Amigos: Quedan los que son. Los oportunistas y los de “parranda y animación” pasan a un segundo plano, con los de verdad se fortalece la relación.

Responsabilidad: Nadie te vigila. Eres el administrador de tu carga de trabajo

Capacitación: La virtualidad posibilita recibir más horas de capacitación dado lo innecesario de la movilización hacia otros espacios, la facilidad para sumar asistentes y la cercanía de las presentaciones para prestar la atención debida.

Alimentación: Mejora ostensiblemente. Además de ser comida casera, si se conserva el nivel de ingresos, se mejora en la calidad de los productos.

Crecimiento profesional: La independencia hace que crezcas como profesional y como persona. Enfrentar el reto de tu trabajo en soledad te fortalece.

Dinero: El costo del vestuario que se usa, la reducción en los desplazamientos y la ausencia de bares, restaurantes y centros de diversión generan ahorro de dinero.

LO MALO:

Horario: No hay horario, ni fecha en el calendario”: Jefes, colaboradores y clientes no saben el horario en que descansas, cumples con las labores domésticas, te dedicas a tus asuntos personales o vas al baño. El celular y las diferentes aplicaciones de internet te asfixian desde las primeras horas de la mañana hasta altas horas de la noche. Trabajas 24/7.

El acoso: Nadie sabe si estás disponible o estas atendiendo otro asunto. Entonces te buscan, te presionan, te acosan.

Atender varios señores a la vez: El aplicativo Microsoft Teams, Wassap, el correo eléctrónico y el teléfono piden tu atención a la vez y no sabes qué hacer, a quién atender. Sube el estrés.

La dispersión: Atender el hogar, los hijos, la educación de ellos y el trabajo a la vez hacen que te disperses y la concentración se diluya.

Falta de recursos: No tener al  lado recursos logísticos como papel, impresora y hasta el jefe, generan tiempos muertos que afectan la productividad; sin contar con las continuas fallas en internet.

Retroalimentación: El no estar en un ambiente de trabajo hace que la retroalimentación del día a día sobre los asuntos laborales se limite, casi que no exista.

Compañeros de trabajo: se diluye el compañerismo que significa el relacionarte día a día con las personas con las que trabajas: el comentario, el gracejo, el “chisme” ya no están.

LO FEO:

El encierro: Desarrollar tus labores en un mismo lugar, no socializar con personas diferentes a las de tu vida familiar, no tener un espacio abierto para bajar las tensiones hace que la convivencia se haga más compleja y el estrés se multiplique.

Aumento de peso: La tentación de estar comiendo y el estar sentado todo el día frente al computador generan un estado físico deficiente y un incremento del peso corporal.

Descuido apariencia personal: El no estar frente al otro hace que actividades para estar bien presentado pasen a un segundo plano, comenzando por el vestuario que usas, el motilado, el peinado, el afeitarse, etc. En ocasiones, el descuido llega hasta la falta de aseo.

ANTES DEL FIN

El tiempo pasa y el Coronavirus comienza a hacer parte del diario vivir de los humanos:

El tapabocas es la prenda fundamental y la industria textil y de la confección mitiga sus pérdidas generando diseños y texturas que se adaptan a la nueva moda, que surge de la obligación de usarlos.
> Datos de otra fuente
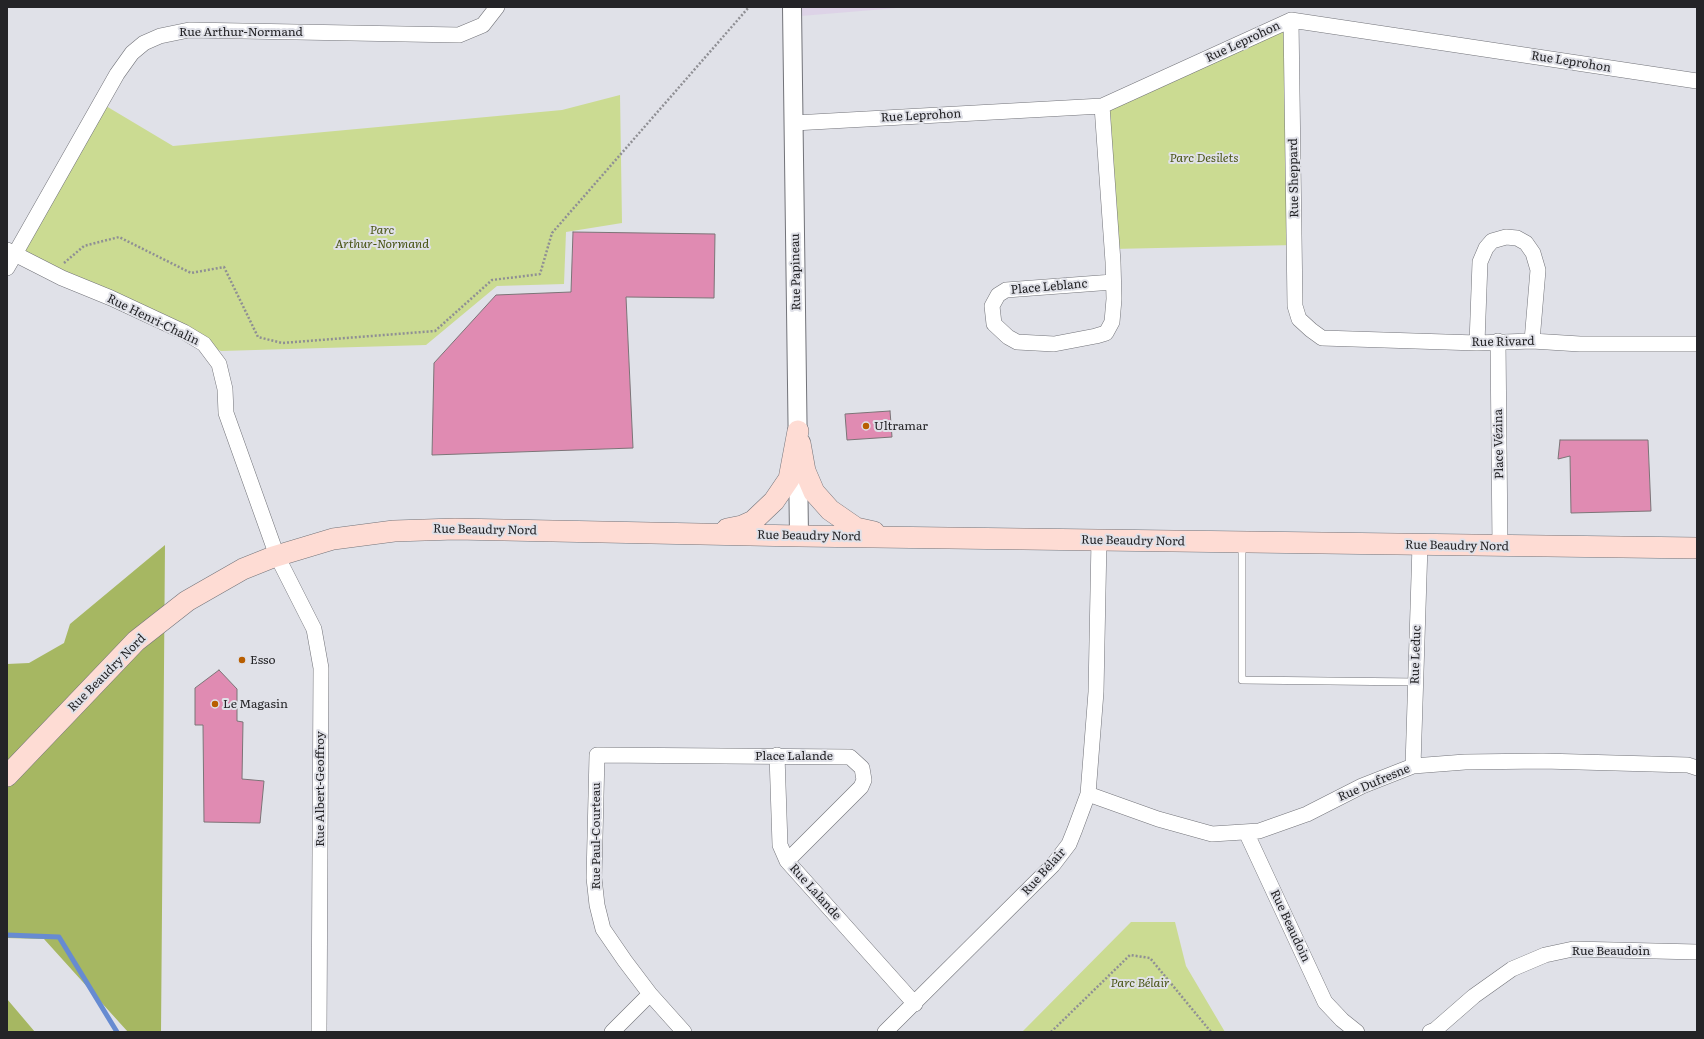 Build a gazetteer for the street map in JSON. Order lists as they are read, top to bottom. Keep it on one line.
{"streets":{"main road":["Rue Beaudry Nord"],"street":["Rue Arthur-Normand","Rue Leprohon","Rue Sheppard","Rue Papineau","Place Leblanc","Rue Henri-Chalin","Rue Rivard","Place Vézina","Rue Leduc","Place Lalande","Rue Dufresne","Rue Albert-Geoffroy","Rue Paul-Courteau","Rue Bélair","Rue Lalande","Rue Beaudoin"]},"crossings":[["Rue Arthur-Normand","Rue Henri-Chalin"],["Rue Leprohon","Rue Sheppard"],["Rue Leprohon","Rue Papineau"],["Rue Leprohon","Place Leblanc"],["Rue Sheppard","Rue Rivard"],["Rue Papineau","Rue Beaudry Nord"],["Rue Henri-Chalin","Rue Beaudry Nord"],["Rue Henri-Chalin","Rue Albert-Geoffroy"],["Rue Rivard","Place Vézina"],["Place Vézina","Rue Beaudry Nord"],["Rue Beaudry Nord","Rue Leduc"],["Rue Beaudry Nord","Rue Albert-Geoffroy"],["Rue Beaudry Nord","Rue Bélair"],["Rue Leduc","Rue Dufresne"],["Place Lalande","Rue Paul-Courteau"],["Place Lalande","Rue Lalande"],["Rue Dufresne","Rue Bélair"],["Rue Dufresne","Rue Beaudoin"],["Rue Bélair","Rue Lalande"]],"parks":["Parc Desilets","Parc Arthur-Normand","Parc Bélair"],"places":["Ultramar","Esso","Le Magasin"]} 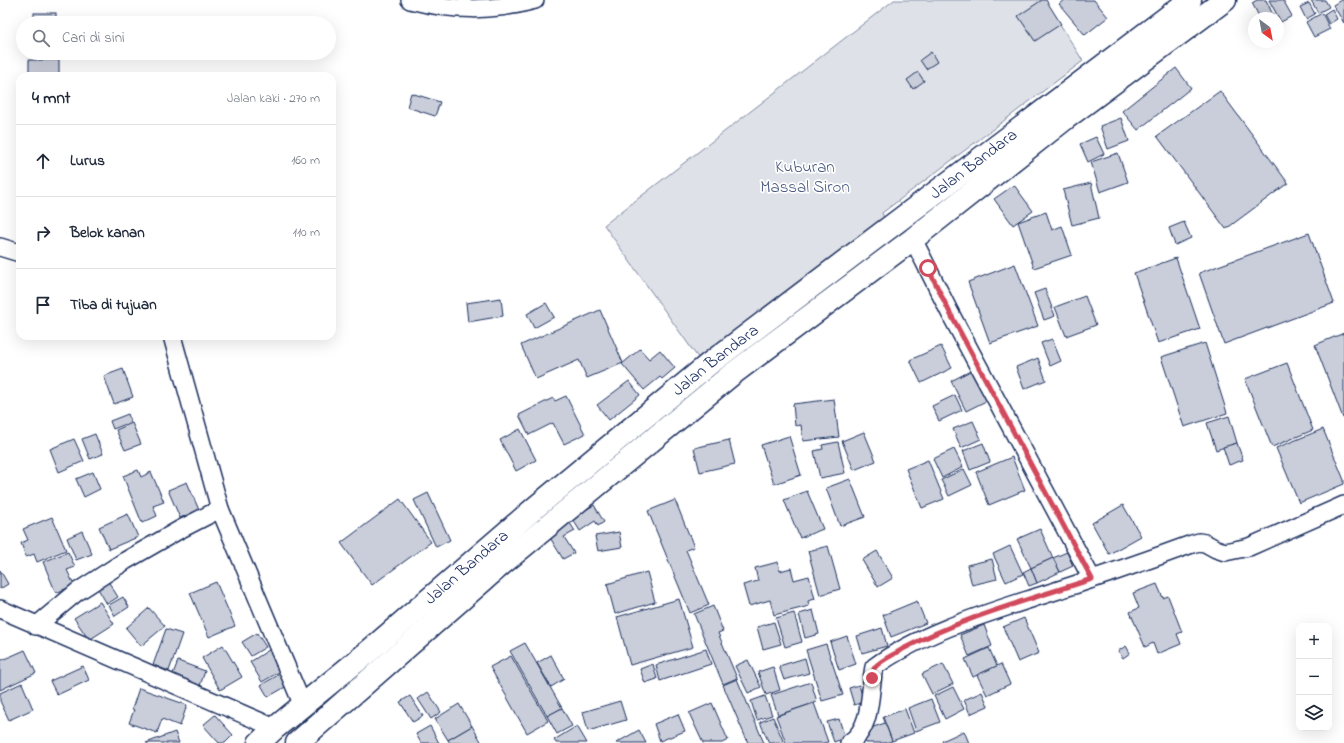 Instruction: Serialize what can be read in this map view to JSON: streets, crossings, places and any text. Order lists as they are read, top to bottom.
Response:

La industria de la muerte se transforma aceleradamente: Adiós velorios, ceremonias religiosas suntuosas, arreglos florales, salas de velación, etc.

Termina la guerra del centavo en el transporte público.

La congestión vehicular se reduce, la contaminación baja.

Cambia la manera de vestir. Ahora todos lucen trajes y calzado informales.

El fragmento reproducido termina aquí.